BY UMSU PRESS
What happened recently?
Belligerent, hostility and animosity - such is the tale of the relations between Armenia and its neighbouring country, Azerbaijan. On 12 September 2021, the world’s attention turned to armed conflict broke out between Armenian and Azerbaijani forces along the Armenia-Azerbaijan border.

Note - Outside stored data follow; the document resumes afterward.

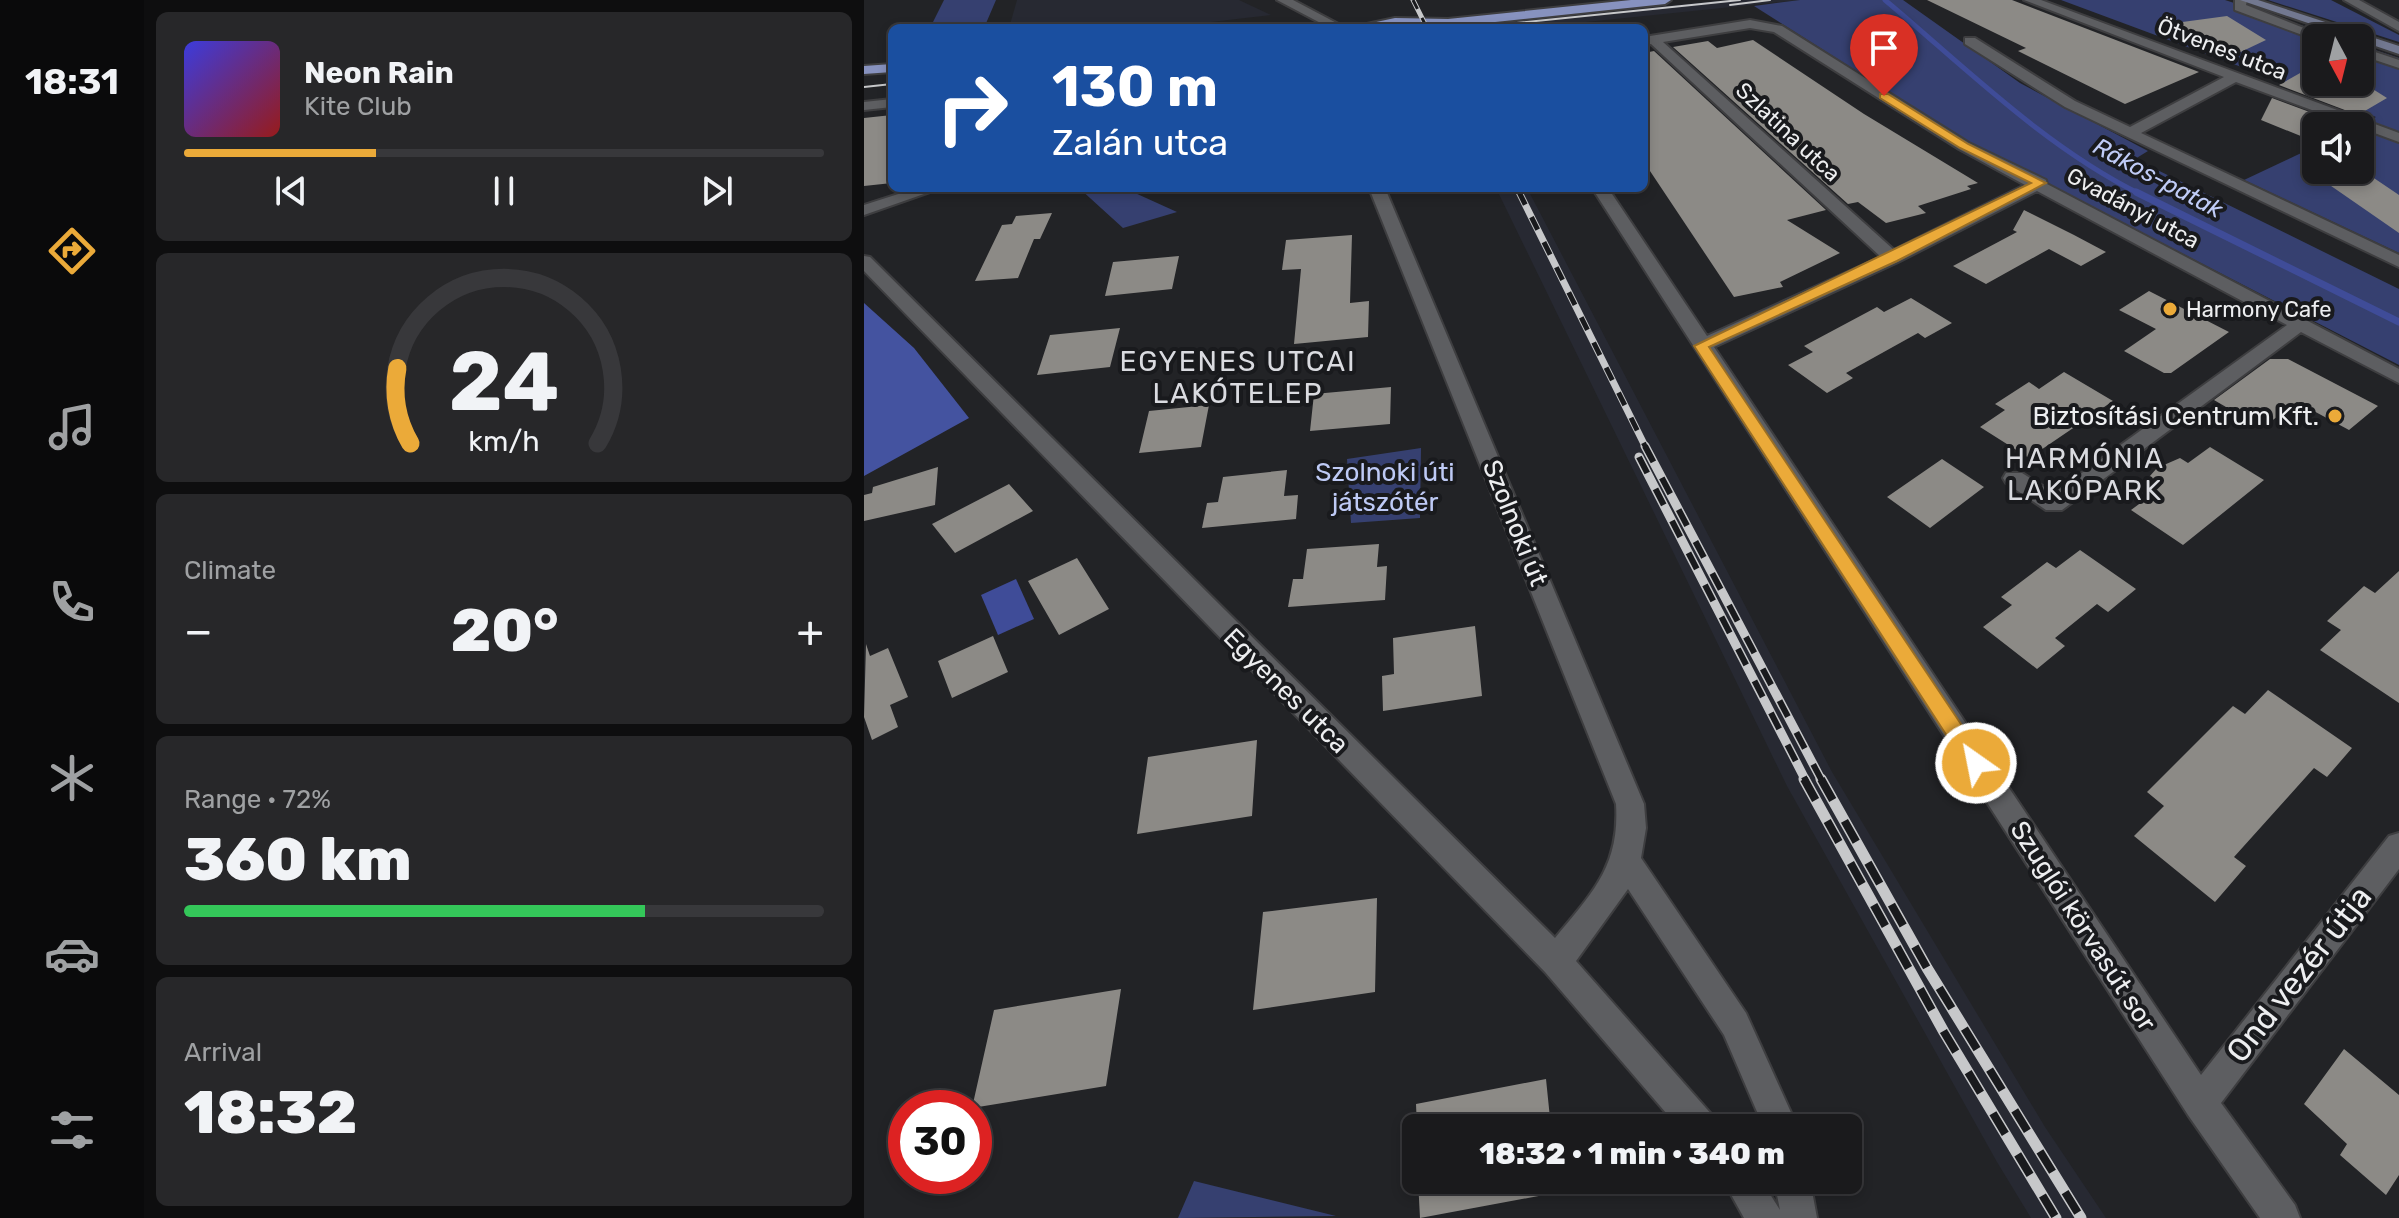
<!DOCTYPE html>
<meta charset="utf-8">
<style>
body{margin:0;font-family:Rubik,sans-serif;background:#272729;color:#f1f3f6;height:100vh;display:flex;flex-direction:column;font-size:30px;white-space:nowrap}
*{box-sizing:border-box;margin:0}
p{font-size:26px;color:#9fa1a3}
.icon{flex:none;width:44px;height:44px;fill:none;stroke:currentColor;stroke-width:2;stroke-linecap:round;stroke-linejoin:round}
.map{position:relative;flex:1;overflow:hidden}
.details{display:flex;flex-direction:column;gap:12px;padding:12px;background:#0e0e0f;width:720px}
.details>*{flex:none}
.top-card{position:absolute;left:24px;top:24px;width:760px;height:168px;border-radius:12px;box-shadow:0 4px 12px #0003,0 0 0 2px #38383b;background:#1a4fa0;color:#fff;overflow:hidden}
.needle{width:52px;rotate:173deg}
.controls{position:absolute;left:1438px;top:24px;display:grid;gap:16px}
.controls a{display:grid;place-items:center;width:72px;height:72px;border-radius:12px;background:#1a1a1c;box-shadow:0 4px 12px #0003,0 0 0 2px #38383b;font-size:40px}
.speed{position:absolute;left:24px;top:1090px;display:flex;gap:16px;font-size:40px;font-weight:700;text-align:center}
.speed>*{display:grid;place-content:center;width:104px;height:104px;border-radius:50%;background:#1a1a1c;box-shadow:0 4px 12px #0003,0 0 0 2px #38383b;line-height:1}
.speed .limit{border:12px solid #d22;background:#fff;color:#111}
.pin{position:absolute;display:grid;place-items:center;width:68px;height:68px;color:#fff;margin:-82px -34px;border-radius:50% 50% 50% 0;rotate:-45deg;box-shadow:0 0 8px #0007}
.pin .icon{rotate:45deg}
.me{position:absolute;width:88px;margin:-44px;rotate:327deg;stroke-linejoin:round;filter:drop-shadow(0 0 6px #0008)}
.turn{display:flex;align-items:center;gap:28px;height:168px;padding:0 32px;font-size:36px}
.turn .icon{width:104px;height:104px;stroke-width:2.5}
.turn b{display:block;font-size:56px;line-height:68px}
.big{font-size:60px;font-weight:800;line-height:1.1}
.details .widget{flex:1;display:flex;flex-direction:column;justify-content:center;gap:12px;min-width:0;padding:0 28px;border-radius:12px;background:#272729}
.details .dial{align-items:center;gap:0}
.dial svg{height:208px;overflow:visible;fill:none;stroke:#38383b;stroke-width:7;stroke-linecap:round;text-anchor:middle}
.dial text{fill:#f1f3f6;stroke:none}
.song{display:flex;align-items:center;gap:24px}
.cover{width:96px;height:96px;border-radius:12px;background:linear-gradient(135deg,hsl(240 70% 55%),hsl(0 70% 35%))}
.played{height:8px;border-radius:4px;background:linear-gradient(90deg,#ebaa39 30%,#38383b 30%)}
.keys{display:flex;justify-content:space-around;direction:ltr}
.heat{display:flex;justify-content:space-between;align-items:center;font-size:44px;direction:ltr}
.charge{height:12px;border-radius:6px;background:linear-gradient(90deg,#34c759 72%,#38383b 0)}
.trip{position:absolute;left:538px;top:1114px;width:460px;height:80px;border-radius:12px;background:#1a1a1c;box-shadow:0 4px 12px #0003,0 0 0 2px #38383b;font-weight:800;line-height:80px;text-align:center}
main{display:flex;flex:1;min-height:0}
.menu{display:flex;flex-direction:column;width:144px;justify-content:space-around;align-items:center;background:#0a0a0b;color:#9fa1a3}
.menu .icon{width:56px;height:56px}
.menu .active{color:#ebaa39}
.menu b{font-size:36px;color:#f1f3f6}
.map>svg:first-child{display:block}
.built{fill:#272932}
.green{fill:#364070}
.forest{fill:#4453a0}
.water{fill:#3f4c98}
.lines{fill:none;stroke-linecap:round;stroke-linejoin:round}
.stream-far1{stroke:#3f4c98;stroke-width:5}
.stream{stroke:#3f4c98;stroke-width:7}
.building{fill:#8c8a86}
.street-casing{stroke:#3e3e40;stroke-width:4}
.secondary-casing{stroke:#3e3e40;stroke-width:4}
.primary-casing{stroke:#3e3e40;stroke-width:4}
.street{fill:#5d5e61;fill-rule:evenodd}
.secondary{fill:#727890;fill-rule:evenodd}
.primary{fill:#8792bf;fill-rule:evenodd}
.tram{stroke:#c7c8ca;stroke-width:2}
.rail-far3-casing{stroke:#c7c8ca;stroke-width:5}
.rail-far2-casing{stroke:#c7c8ca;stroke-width:7}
.rail-far1-casing{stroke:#c7c8ca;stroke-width:9}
.rail-casing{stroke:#c7c8ca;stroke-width:11}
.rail-far3{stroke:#191a1d;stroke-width:3;stroke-dasharray:10;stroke-linecap:butt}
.rail-far2{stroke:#191a1d;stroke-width:5;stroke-dasharray:14;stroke-linecap:butt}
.rail-far1{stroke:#191a1d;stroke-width:6;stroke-dasharray:18;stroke-linecap:butt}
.rail{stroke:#191a1d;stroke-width:8;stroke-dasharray:24;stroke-linecap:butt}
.route{fill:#ebaa39;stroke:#996e25;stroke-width:2}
.poi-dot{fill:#ebaa39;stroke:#191a1d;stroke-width:3}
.labels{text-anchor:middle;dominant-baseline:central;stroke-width:8;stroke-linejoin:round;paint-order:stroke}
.far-street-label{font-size:22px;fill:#edeef0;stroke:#191a1d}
.far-poi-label{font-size:22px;fill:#edeef0;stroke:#191a1d;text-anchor:start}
.far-water-label{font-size:24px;font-style:italic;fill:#c0ccf7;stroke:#191a1d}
.poi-label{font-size:26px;fill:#edeef0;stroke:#191a1d;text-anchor:end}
.park-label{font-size:26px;fill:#becaf5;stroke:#191a1d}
.street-label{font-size:26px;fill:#edeef0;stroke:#191a1d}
.neighbourhood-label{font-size:28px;letter-spacing:2px;fill:#dadbe0;stroke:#191a1d}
.near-street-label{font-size:32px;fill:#edeef0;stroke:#191a1d}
</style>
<main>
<nav class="menu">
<b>18:31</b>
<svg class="icon active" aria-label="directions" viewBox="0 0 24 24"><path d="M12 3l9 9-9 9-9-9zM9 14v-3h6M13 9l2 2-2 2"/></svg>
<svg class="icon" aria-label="music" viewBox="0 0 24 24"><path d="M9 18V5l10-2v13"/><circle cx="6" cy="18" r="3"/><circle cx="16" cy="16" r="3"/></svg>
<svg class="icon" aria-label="phone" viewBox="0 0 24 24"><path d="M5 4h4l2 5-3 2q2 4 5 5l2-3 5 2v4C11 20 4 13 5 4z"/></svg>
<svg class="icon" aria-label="climate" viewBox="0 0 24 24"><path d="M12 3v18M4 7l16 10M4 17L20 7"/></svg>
<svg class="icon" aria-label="car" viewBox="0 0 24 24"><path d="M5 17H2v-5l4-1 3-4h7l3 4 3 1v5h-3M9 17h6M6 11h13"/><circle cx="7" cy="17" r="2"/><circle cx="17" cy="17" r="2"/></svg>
<svg class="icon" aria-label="filters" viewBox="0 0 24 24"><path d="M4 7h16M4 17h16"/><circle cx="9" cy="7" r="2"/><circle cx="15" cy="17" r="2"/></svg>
</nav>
<section class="details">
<div class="widget">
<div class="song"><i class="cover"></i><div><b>Neon Rain</b><p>Kite Club</p></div></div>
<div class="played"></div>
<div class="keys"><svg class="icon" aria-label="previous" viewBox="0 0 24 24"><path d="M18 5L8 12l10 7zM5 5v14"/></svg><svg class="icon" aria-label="pause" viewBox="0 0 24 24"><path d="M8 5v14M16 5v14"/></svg><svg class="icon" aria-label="next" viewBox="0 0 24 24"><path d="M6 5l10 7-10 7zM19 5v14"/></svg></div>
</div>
<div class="widget dial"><svg viewBox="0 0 100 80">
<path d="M14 69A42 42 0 1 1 86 69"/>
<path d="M14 69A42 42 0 0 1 9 40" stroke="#ebaa39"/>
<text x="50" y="56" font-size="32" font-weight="700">24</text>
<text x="50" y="72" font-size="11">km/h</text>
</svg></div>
<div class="widget"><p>Climate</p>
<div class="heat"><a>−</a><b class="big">20°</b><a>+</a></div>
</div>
<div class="widget"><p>Range · 72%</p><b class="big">360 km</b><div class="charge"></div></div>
<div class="widget"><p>Arrival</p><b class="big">18:32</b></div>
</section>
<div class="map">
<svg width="1535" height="1218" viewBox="0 0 1535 1218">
<rect width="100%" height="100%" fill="#222326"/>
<path class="built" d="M153,0H375L407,15L296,28H145Z
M864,0H936L664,28H582Z
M632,188H663L968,772L1181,1127L1242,1218H1167L1133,1162L923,786Z"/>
<path class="green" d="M80,0H132L120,28H66Z
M936,0H1039L1156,83L1284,151L1271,159L1535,289V365L1119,151L890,6Z
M1197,0H1361L1476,38H1452V82H1496V45L1535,58V253L1380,180L1452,146V170H1496L1494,126L1512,117Z
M1404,0H1467L1535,35V42Z
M215,188H260L313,212L259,228Z
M557,448L556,518L487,523L483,459Z
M330,1181L472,1216L314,1218Z"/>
<path class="forest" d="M0,303L50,348L105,418L0,476Z"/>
<path class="water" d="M152,579L170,619L134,635L117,595Z"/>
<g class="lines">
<path class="stream-far1" d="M1021,0C1102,68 1181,147 1276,194"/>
<path class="stream" d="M1272,192L1535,322"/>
</g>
<path class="building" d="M1063,0H1148L1335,72L1261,104L1154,51L1162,48Z
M1363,16L1402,40L1364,58L1311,23Z
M889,40L1000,114L1114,183L1103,186L1107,189L1054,206L1062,213L1022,223L994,202L984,204L809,47L844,41L853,48Z
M790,51L962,210L923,220L976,253L916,282L919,287L870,297L780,162V53Z
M1452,64V82L1496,81L1523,98L1494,115L1415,85Z
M1408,98L1478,124L1452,126L1449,141L1397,120Z
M28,115V183L0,186V118Z
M1444,170H1498L1535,195V233Z
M1160,210L1210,235L1242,252L1217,266L1185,249L1122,284L1089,266L1153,232L1149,230Z
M188,213L176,239H170L154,278L111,281L138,225L148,224L152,216Z
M488,235L486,303L505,301L504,337L430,344L437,269L418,270L422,240Z
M315,256L308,289L241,296L249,262Z
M1285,291L1365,332L1307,373H1300L1260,351L1292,329L1255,310Z
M1047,298L1088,323L1061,338L1054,333L982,373L989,378L963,393L924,365L949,352L940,346L1013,307L1020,312Z
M256,328L246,367L173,375L186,335Z
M1406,359H1424L1514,406L1485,430L1433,402L1398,428L1350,400Z
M1200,372L1249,401L1165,458L1116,427L1141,410L1131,404L1165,382L1175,389Z
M527,387L526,424L446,431L450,394Z
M345,405L337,447L275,453L285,411Z
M1346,447L1400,480L1319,545L1267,510L1290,493L1278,485L1293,468L1316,458L1324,463Z
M1078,459L1120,487L1066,528L1023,497Z
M74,467L71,505L0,521V495L8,493L9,487Z
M423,470L420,496L434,495L432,519L338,528L343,503L354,502L359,477Z
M145,484L169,511L91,553L68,524Z
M515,544L513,567L523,566L521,600L424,607L429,579H439L443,549Z
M1216,550L1272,589L1244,612L1233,604L1191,638L1201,646L1173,669L1119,627L1148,605L1137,597L1183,562L1192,568Z
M213,558L245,609L195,635L164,581Z
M1535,571V703L1456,650L1477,630L1463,621L1500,586L1511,593Z
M611,626L618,696L519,711L518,676L530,674L529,638Z
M129,636L144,672L88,698L74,661Z
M2,644L6,656L24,648L44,697L26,705L34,727L8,740L0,717Z
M1404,690L1488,748L1463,777L1450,768L1370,857L1382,866L1351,902L1270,836L1300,806L1283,792L1369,706L1381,714Z
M393,740L388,816L273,834L284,757Z
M513,898L511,992L389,1010L399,912Z
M257,989L242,1086L108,1108L130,1010Z
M1480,1049L1535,1095V1175L1522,1195L1476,1155L1483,1144L1440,1104Z
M682,1079L687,1128H553L552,1104Z
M554,1180H695L696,1192L556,1218Z"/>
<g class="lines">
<defs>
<path id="street" d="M413,0H429L482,28H466Z
M1160,0H1177L1535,133V142L1372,82L1277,133L1535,255V267L1201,107L1101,44V38H1111L1211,101L1266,127L1360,77Z
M1371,0H1383L1382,5L1465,38L1452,40L1371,10Z
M1480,0H1495L1535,22V31Z
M886,20L918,26L1105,143L1182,180L1183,184L1535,369V383L1437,332L1198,510H1182L1142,483L1139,478L1142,473H1158L1190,493L1423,325L1173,191L1034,262L850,347L1337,1075L1525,836L1535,833V869L1357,1103L1431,1205L1436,1218H1396L1324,1115L728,188H744L843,336L1017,257L787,44L780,45V37ZM886,28L910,32L1095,149L1161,185L1030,250L799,42Z
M1496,47L1535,60V68L1496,55Z
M28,99V107L0,110V102Z
M53,188H77L0,215V205Z
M505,188H521L780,804L782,828L777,858L882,1013L934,1128H900L860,1035L764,889L712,961L849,1116L854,1128H815L681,972L0,271V256L6,257L691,938C728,893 756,866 752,804Z
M859,1180H897L916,1210L910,1180H946L953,1218H880Z"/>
<path id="secondary" d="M1376,0H1394L1535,46V54Z"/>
<path id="primary" d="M767,0H807L801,4L584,27L484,28L531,18L584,19Z
M28,64V72L0,74V66Z"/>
</defs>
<use href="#street" class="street-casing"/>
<use href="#secondary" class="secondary-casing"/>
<use href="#primary" class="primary-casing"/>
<use href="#street" class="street"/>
<use href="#secondary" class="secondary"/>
<use href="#primary" class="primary"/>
<path class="tram" d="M866,5L906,0
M605,28L876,0
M0,87L28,84"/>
<defs>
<path id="rail-far3" d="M549,0L563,28
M653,188L656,194"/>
<path id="rail-far2" d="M655,192L782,448"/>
<path id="rail-far1" d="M781,446L958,781
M775,457L942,781"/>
<path id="rail" d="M940,779L1080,1032L1192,1218
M957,779L1063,968L1217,1218"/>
</defs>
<use href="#rail-far3" class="rail-far3-casing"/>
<use href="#rail-far2" class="rail-far2-casing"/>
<use href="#rail-far1" class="rail-far1-casing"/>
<use href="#rail" class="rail-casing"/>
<use href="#rail-far3" class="rail-far3"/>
<use href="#rail-far2" class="rail-far2"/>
<use href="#rail-far1" class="rail-far1"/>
<use href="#rail" class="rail"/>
</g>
<path class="route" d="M1016,94H1024L1104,144L1182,183L1033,261L845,347L1119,757L1122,763L1119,770L1112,772L1105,770L830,346L1167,183L1096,148L1016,98Z"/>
<g class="poi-dot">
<circle cx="1306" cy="309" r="8"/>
<circle cx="1471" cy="416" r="8"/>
</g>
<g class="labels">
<g class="far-street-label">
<text transform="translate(1358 49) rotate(21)">Ötvenes utca</text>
<text transform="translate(924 132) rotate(43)">Szlatina utca</text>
<text transform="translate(1269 208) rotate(28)">Gvadányi utca</text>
</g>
<g class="far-poi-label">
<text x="1322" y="309">Harmony Cafe</text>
</g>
<g class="far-water-label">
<text transform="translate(1294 178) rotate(28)">Rákos-patak</text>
</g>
<g class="poi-label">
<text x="1455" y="416">Biztosítási Centrum Kft.</text>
</g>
<g class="park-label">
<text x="521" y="472">Szolnoki úti<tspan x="521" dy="30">játszótér</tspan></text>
</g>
<g class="street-label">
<text transform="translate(651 523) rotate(68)">Szolnoki út</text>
<text transform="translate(422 691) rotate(45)">Egyenes utca</text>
<text transform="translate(1219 926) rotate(57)">Szuglói körvasút sor</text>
</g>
<g class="neighbourhood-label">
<text x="374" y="361">EGYENES UTCAI<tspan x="374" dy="32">LAKÓTELEP</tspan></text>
<text x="1221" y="458">HARMÓNIA<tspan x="1221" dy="32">LAKÓPARK</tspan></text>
</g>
<g class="near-street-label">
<text transform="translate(1435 974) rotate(-52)">Ond vezér útja</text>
</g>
</g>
</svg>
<div class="controls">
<a><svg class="needle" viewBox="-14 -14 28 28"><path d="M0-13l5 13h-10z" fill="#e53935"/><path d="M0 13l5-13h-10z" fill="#9fa1a3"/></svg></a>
<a><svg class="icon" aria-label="sound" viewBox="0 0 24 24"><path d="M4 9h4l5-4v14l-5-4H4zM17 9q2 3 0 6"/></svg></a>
</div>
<div class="speed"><div class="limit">30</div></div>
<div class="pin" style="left:1020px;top:96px;background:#d93025"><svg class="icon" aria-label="arrive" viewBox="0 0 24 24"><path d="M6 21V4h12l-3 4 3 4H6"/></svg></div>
<svg class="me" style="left:1112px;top:763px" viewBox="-20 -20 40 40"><circle r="17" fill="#ebaa39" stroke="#fff" stroke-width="3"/><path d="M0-11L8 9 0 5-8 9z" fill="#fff"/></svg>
<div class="trip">18:32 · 1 min · 340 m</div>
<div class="top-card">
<div class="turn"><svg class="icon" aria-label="right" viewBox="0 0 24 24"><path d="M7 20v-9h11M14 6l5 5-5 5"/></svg><div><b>130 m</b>Zalán utca</div></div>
</div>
</div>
</main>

Baku and Yerevan have traded accusations of starting the violence which caused the deaths of 105 Armenian soldiers and 50 Azerbaijani military and the evacuation of hundreds of Armenian civilians from their homes close to the border,
As a matter of fact, many observers were surprised by the serious escalation of fighting between Armenia and Azerbaijan that occurred on September 13–14 because it did so soon after Prime Minister Nikol Pashinyan of Armenia and President Ilham Aliyev of Azerbaijan met in Brussels for another round of peace talks under the supervision of the president of the European Council, Charles Michel.
Did you know that Armenia and Azerbaijan have no diplomatic relations, due mainly to the ongoing Nagorno-Karabakh conflict ? The Nagorno-Karabakh conflict dates back to the 1920s, when the Soviet Union annexed the present nations of Armenia and Azerbaijan. The majority of the local population was of Armenian descent, but the Azerbaijani government was handed administration of the area.
There was limited threat of conflict in the area while it was governed by the Soviet Union, but when the Bloc started to fall apart in the late 1980s, territorial issues surfaced. Despite being a region under Azerbaijani administration, Nagorno-regional Karabakh's parliament opted to join Armenia. The regional separatist movement clashed with Azerbaijani forces in the early 1990s, triggering a full-scale war. The movement was bolstered by the vote and supported by the Armenian government.
Without Soviet soldiers to restore order, ethnic cleansing killed tens of thousands of people and conflict extended into populated areas. Both sides carried out massacres, and as a result, about a million people were left homeless. Since the 1994 peace deal, esclation has flared up occasionally, but the year 2020 saw the worst wave of fighting since the 1990s. At least 6,500 people were killed during a two-month fight in November 2020, raising concerns that it was far from over.
What’s Next For Both Countries?
Russia has historically served as a mediator in the dispute because it is the dominating force in the area. In 2020, when violence broke out in Nagorno-Karabakh, Russia assisted in negotiating a peace deal. It has been asserted that the Kremlin's sway in Eastern Europe has diminished as a result of Russia's present disengagement from a massive military counteroffensive by Ukraine.
On September 14, 2020, Armen Grigoryan, the secretary of Armenia's Security Council, made a televised announcement on the cease-fire. The Defense Ministry of Armenia stated that bombardment had stopped a few hours before to Grigoryan's speech, but it made no mention of the cease-fire agreement.
However, the government of Azerbaijan did not respond right away. The proclamation of a cease-fire came after two days of intense combat, which was the biggest escalation of hostilities between the two longstanding foes in almost two years.
Ilham Aliyev, the president of Azerbaijan, informed Putin that the escalation has subsided on September 16. The previous two days have seen a cease-fire, and Aliyev emphasised that Azerbaijan is dedicated to trilateral accords. Speaking on the sidelines of the SCO summit in Uzbekistan, the two leaders exchanged words.
According to Jeyhun Bayramov, the foreign minister of Azerbaijan, a proposal including five requirements for normalising relations with Armenia was sent in March. The demarcation of the borders between the two nations is one of the topics in the plan; Azerbaijan had previously presented a solution, but Armenia had repeatedly raised preconditions to address it.